Rayla and the Common are almost up the steps. They’re pushing through the Strake students. The Guard has taken notice. The soldiers lift their guns.
“Resist much!” Alexander shouts from center stage.
“Obey little!” I implore the people.
Small pockets of the crowd take up the call. “Once unquestioning obedience, once fully enslaved”—a larger group on the right—“once fully enslaved, no nation, state, city, of this earth”—in the center—“ever afterward resumes its liberty!”
Alexander raises his empty hands to the general. “Tell the Guard to stand down, General. Give the people back their liberty. It is right.”
Arms and legs still bound, Ciro and Kano huddle around me, blocking me from the firing squad and the governor, making it impossible for me to see what’s happening.
I dive to the floor between Theo’s legs, frantic for a view of Governor Roth’s next move.
A small lift of a finger. That’s all it takes. Such a small action, and havoc ignites the capital.
Scream Guns pierce the sweltering midnight air. Smoke grenades fill the sky and my lungs. I can’t hear. I can’t breathe. I collapse onto my stomach, the stabbing shrieks intensifying with every inch I move. I see flashes of gunfire, Common members being dragged up the steps by their hair.
Theo falls to the floor next to me. With great effort I reach out my left hand and grip his.
You take one second-born, you take both.
Someone grabs my other hand. Squinting through the haze, I see the outline of my face.
“Ava!” I shout. My sister shoves earplugs into my ears, shutting out the debilitating sound that keeps me on the floor. She pulls me up, and I lift Theo after me.
“Protect the twins!” Rayla’s voice commands somewhere nearby, lost in the haze of the smoke grenades.

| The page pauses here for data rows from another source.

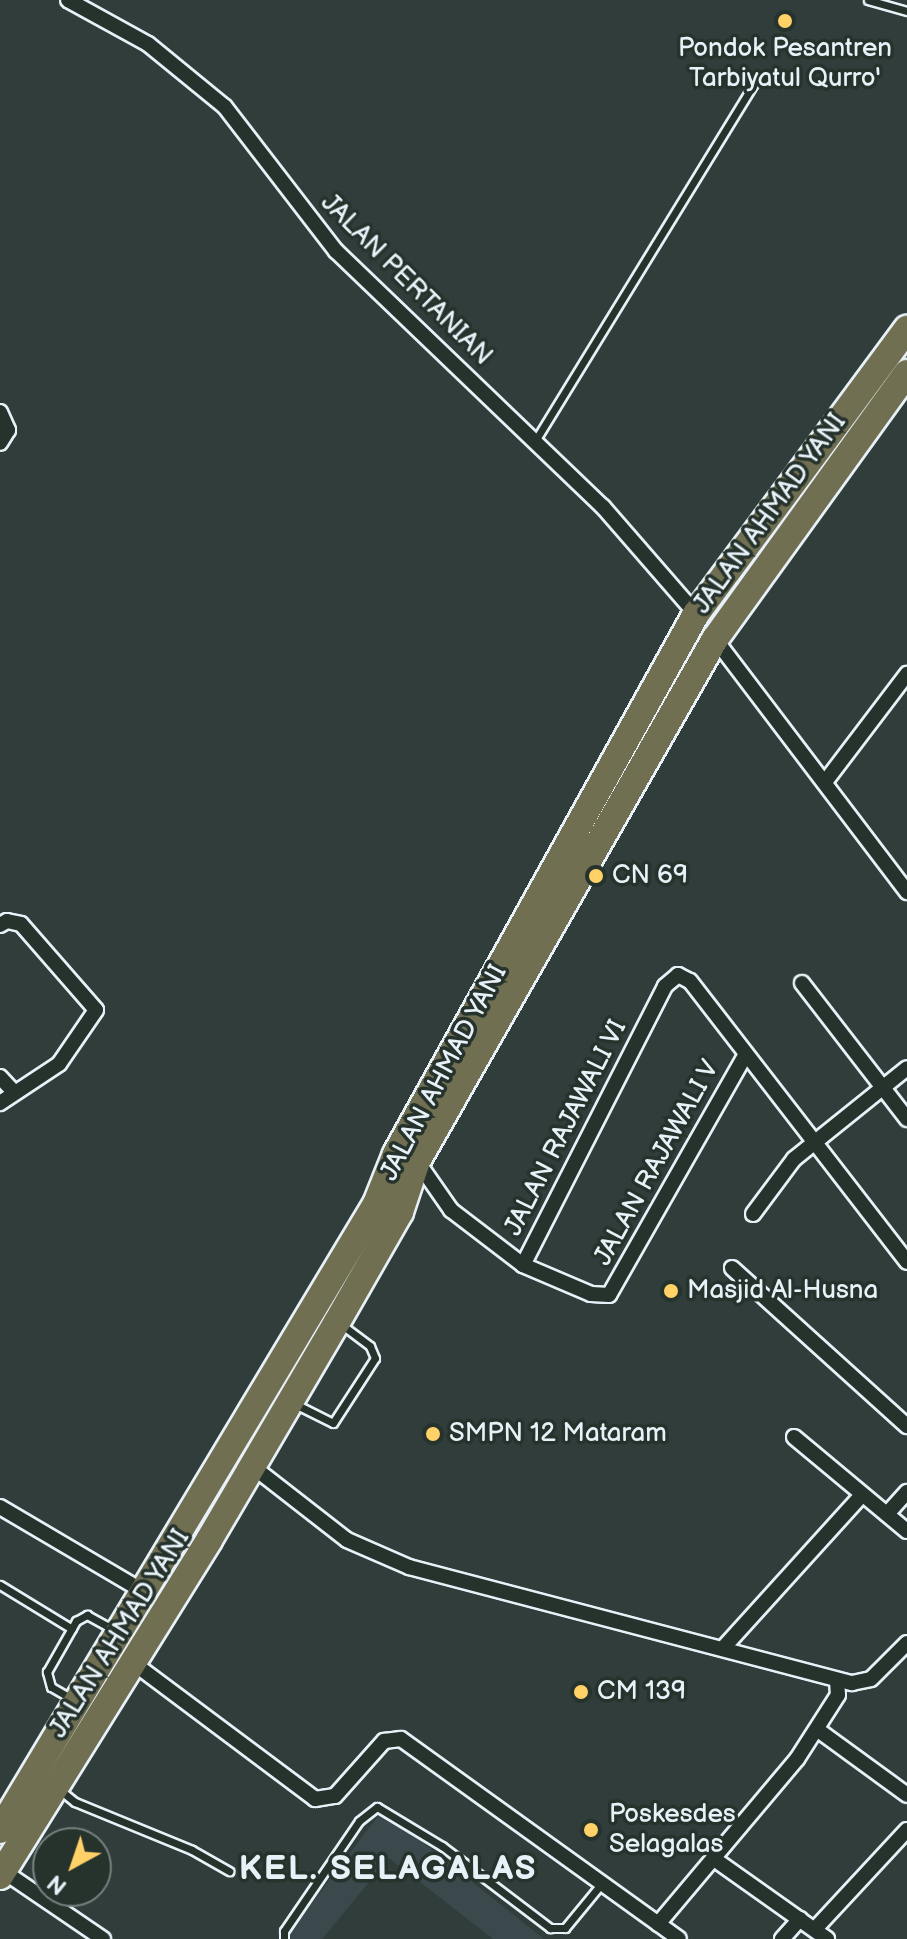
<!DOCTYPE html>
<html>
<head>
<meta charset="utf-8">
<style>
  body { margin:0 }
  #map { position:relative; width:907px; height:1939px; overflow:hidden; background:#303d3b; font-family:"Balsamiq Sans",sans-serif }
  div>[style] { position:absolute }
  .built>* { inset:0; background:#3c494c }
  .roads { filter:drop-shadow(2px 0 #e8f1f8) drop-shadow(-2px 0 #e8f1f8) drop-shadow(0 2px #e8f1f8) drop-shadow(0 -2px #e8f1f8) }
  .lane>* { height:7px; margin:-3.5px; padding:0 3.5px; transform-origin:3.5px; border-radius:3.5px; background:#26332d }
  .street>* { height:14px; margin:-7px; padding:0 7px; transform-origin:7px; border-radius:7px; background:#26332d }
  .highway>* { height:26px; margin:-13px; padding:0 13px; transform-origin:13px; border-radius:13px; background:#716f52 }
  .dots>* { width:22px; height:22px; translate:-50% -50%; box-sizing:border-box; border:4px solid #26332d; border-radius:50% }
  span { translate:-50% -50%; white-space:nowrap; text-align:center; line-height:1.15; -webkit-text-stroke:7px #26332d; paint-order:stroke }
  .poi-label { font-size:26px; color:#e8f1f8 }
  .left { translate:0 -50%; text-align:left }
  .street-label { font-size:26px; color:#e8f1f8 }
  .district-label { font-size:34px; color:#e8f1f8; font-weight:700; letter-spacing:2px }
  .north { position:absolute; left:32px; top:1827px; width:80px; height:80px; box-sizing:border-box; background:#26332d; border:2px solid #747f7e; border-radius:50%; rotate:220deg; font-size:22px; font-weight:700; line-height:32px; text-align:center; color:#e8f1f8 }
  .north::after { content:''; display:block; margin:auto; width:28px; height:36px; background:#ffd166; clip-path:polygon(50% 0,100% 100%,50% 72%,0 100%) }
</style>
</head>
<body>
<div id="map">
  <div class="built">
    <i style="clip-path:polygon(381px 1812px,406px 1829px,544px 1939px,493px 1939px,389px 1858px,322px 1939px,291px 1939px,287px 1936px)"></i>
  </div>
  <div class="roads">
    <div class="lane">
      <i style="left:868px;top:0;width:41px;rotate:15.8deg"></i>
      <i style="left:535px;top:441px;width:419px;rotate:-58.5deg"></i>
      <i style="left:297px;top:1405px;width:40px;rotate:26.6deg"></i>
      <i style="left:333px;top:1423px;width:77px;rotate:-57.1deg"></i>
      <i style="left:375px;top:1358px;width:13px;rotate:-113deg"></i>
      <i style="left:370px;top:1346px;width:35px;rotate:-143deg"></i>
      <i style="left:0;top:1585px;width:84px;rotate:31.4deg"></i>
      <i style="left:72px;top:1699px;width:24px;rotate:-150deg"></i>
      <i style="left:51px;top:1687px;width:16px;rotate:-105deg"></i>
      <i style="left:47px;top:1672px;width:59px;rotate:-60.4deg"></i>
      <i style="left:76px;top:1621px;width:13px;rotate:-29deg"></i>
      <i style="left:87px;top:1615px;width:31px;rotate:29deg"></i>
      <i style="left:60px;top:1790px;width:19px;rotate:39deg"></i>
      <i style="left:75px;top:1802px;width:126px;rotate:22.3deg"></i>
      <i style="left:192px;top:1850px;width:43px;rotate:29.6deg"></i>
      <i style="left:284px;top:1939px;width:8px;rotate:-90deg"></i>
      <i style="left:284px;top:1931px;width:133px;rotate:-55.7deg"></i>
      <i style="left:359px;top:1821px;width:23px;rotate:-38deg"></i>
      <i style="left:377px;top:1807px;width:76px;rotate:31deg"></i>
      <i style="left:442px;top:1846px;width:136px;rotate:37.2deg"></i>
      <i style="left:550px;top:1928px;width:15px"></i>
      <i style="left:565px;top:1928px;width:58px;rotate:-50.6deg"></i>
    </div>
    <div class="street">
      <i style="left:68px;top:0;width:91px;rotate:28.8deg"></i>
      <i style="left:148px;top:44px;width:99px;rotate:39.3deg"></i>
      <i style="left:225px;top:107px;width:182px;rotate:52.4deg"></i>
      <i style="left:336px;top:251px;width:370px;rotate:43.8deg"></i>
      <i style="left:603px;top:507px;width:142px;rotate:49deg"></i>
      <i style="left:0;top:412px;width:20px;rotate:66deg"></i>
      <i style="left:8px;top:430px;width:15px;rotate:122deg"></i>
      <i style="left:715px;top:639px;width:318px;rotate:52.8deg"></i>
      <i style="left:825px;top:782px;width:136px;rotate:-52.8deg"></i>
      <i style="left:0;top:925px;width:8px;rotate:-30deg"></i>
      <i style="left:7px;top:921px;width:14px;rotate:12deg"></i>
      <i style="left:21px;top:924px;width:114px;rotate:48.9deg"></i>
      <i style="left:96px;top:1010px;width:65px;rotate:124.4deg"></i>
      <i style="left:59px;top:1064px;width:71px;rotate:146.5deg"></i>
      <i style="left:802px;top:983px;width:172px;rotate:52.3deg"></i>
      <i style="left:746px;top:1054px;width:277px;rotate:119.6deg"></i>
      <i style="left:609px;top:1295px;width:18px;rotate:-177deg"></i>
      <i style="left:591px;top:1294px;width:74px;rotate:-156.9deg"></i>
      <i style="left:523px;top:1265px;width:313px;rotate:-63deg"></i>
      <i style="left:665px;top:986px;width:17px;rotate:-40deg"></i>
      <i style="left:678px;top:975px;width:13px;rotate:27deg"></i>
      <i style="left:690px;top:981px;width:355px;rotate:52.3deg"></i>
      <i style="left:0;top:1077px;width:18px;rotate:47deg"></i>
      <i style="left:417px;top:1161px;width:60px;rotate:55.2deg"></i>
      <i style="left:451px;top:1210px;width:91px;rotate:37.4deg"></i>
      <i style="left:753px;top:1214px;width:69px;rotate:-53.3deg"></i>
      <i style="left:794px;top:1159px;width:145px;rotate:-38.8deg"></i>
      <i style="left:732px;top:1268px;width:236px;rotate:42.1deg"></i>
      <i style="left:794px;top:1437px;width:147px;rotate:39.8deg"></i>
      <i style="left:252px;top:1466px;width:120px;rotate:37.9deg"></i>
      <i style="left:347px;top:1540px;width:68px;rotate:23.5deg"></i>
      <i style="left:409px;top:1567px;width:458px;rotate:14.7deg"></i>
      <i style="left:852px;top:1683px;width:19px;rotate:-12deg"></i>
      <i style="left:871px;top:1679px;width:51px;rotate:-45deg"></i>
      <i style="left:0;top:1507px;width:169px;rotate:30.5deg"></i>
      <i style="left:887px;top:1514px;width:30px;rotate:-48deg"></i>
      <i style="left:724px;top:1647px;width:205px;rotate:-47.8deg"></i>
      <i style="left:132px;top:1662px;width:229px;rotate:36.8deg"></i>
      <i style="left:315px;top:1799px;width:20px;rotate:-9deg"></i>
      <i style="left:335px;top:1796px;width:74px;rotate:-48.3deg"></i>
      <i style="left:384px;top:1741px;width:17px;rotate:-7deg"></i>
      <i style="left:401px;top:1739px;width:342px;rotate:35.7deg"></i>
      <i style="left:818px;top:1730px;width:110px;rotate:36.1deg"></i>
      <i style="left:717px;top:1861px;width:135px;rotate:35.3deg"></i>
      <i style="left:3px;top:1871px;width:121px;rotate:34.2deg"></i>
      <i style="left:658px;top:1924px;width:216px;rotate:-49.9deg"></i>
      <i style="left:797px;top:1759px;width:76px;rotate:-57.4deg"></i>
      <i style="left:838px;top:1695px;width:15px;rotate:-94deg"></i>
      <i style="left:815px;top:1929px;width:135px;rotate:-47.1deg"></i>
      <i style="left:782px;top:1939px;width:27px;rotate:-48deg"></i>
    </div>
    <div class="highway">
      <i style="left:0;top:1830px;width:730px;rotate:-59.01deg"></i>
      <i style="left:376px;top:1204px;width:54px;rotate:-68.2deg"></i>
      <i style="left:396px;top:1154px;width:618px;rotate:-60.95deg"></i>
      <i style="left:696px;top:614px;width:355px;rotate:-53.5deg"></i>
      <i style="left:0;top:1876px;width:396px;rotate:-58.1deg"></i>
      <i style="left:209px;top:1540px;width:253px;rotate:-59.6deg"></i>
      <i style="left:337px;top:1322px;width:127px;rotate:-60.2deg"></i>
      <i style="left:400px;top:1212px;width:54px;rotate:-71.6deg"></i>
      <i style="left:417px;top:1161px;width:601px;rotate:-60.28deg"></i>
      <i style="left:715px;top:639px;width:328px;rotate:-54.2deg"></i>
    </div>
  </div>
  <div class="dots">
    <i style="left:785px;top:21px;background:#ffd166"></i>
    <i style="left:596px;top:876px;background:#ffd166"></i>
    <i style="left:671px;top:1291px;background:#ffd166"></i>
    <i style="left:433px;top:1434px;background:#ffd166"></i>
    <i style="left:581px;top:1692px;background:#ffd166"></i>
    <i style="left:591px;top:1830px;background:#ffd166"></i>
  </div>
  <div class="poi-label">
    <span style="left:785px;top:64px">Pondok Pesantren<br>Tarbiyatul Qurro'</span>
    <span class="left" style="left:612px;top:876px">CN 69</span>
    <span class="left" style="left:687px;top:1291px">Masjid Al-Husna</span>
    <span class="left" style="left:449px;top:1434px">SMPN 12 Mataram</span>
    <span class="left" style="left:597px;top:1692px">CM 139</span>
    <span class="left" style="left:609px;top:1830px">Poskesdes<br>Selagalas</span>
  </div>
  <div class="street-label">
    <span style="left:406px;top:280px;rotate:45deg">JALAN PERTANIAN</span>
    <span style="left:770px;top:514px;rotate:-54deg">JALAN AHMAD YANI</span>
    <span style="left:444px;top:1073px;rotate:-62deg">JALAN AHMAD YANI</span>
    <span style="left:566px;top:1128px;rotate:-63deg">JALAN RAJAWALI VI</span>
    <span style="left:657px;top:1163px;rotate:-61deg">JALAN RAJAWALI V</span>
    <span style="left:120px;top:1634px;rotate:-58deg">JALAN AHMAD YANI</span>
  </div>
  <div class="district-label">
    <span style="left:388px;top:1869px">KEL. SELAGALAS</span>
  </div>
  <div class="north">N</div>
</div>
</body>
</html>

With stinging, half-blind eyes, I scour the fleeing, indistinct shapes, willing Roth to appear.
“Roth ran!” Ava yells above the gunshots.
“We have to go after him!” I insist, turning toward the Capitol building.
“Protect the twins!”
“Let go of his hand,” Ava shouts, nodding at Theo. “Grab a weapon and leave him! You have to protect yourself!” She pulls me down the steps away from the Capitol and Alexander.
“Protect the twins!” Emery repeats Rayla’s command, summoning a wall of Common members to surround us.
If I let go of his hand, Theo will crumple to the ground, defenseless from the Scream Gun. He doesn’t know the city. He’ll never find his way out. The Guard will take him. Roth will take him.
“No one gets left behind!” I yell as a Texas State Guard with a rifle breaks through the human shield, barrel aimed at Ava.
Two shots are fired at him: one from Ava, one from Owen, who emerges from the toxic fumes just as the soldier collapses to the pavement.
There’s no time to see if the Guard’s dead. Someone throws a heavy bulletproof blanket over our heads, and the huddled mass pushes us across the boulevard; north, east, I can’t tell.
“To the safe house!” Emery instructs the growing defense.
My racing thoughts overpower the sirens, the screams, the incessant pop, pop, pop of gunfire.
But my mission! Did it work?
Roth’s loyalists saw the truth.
But is truth enough? Can truth be seen in a blind world?
I hope we made them see with new eyes.
PART III
THE MANSION
AVA
I think I killed a man. Or did Owen, Rayla’s new tagalong? We fired at the exact same time—either bullet could’ve been the kill shot. Push that thought aside. Save it for later.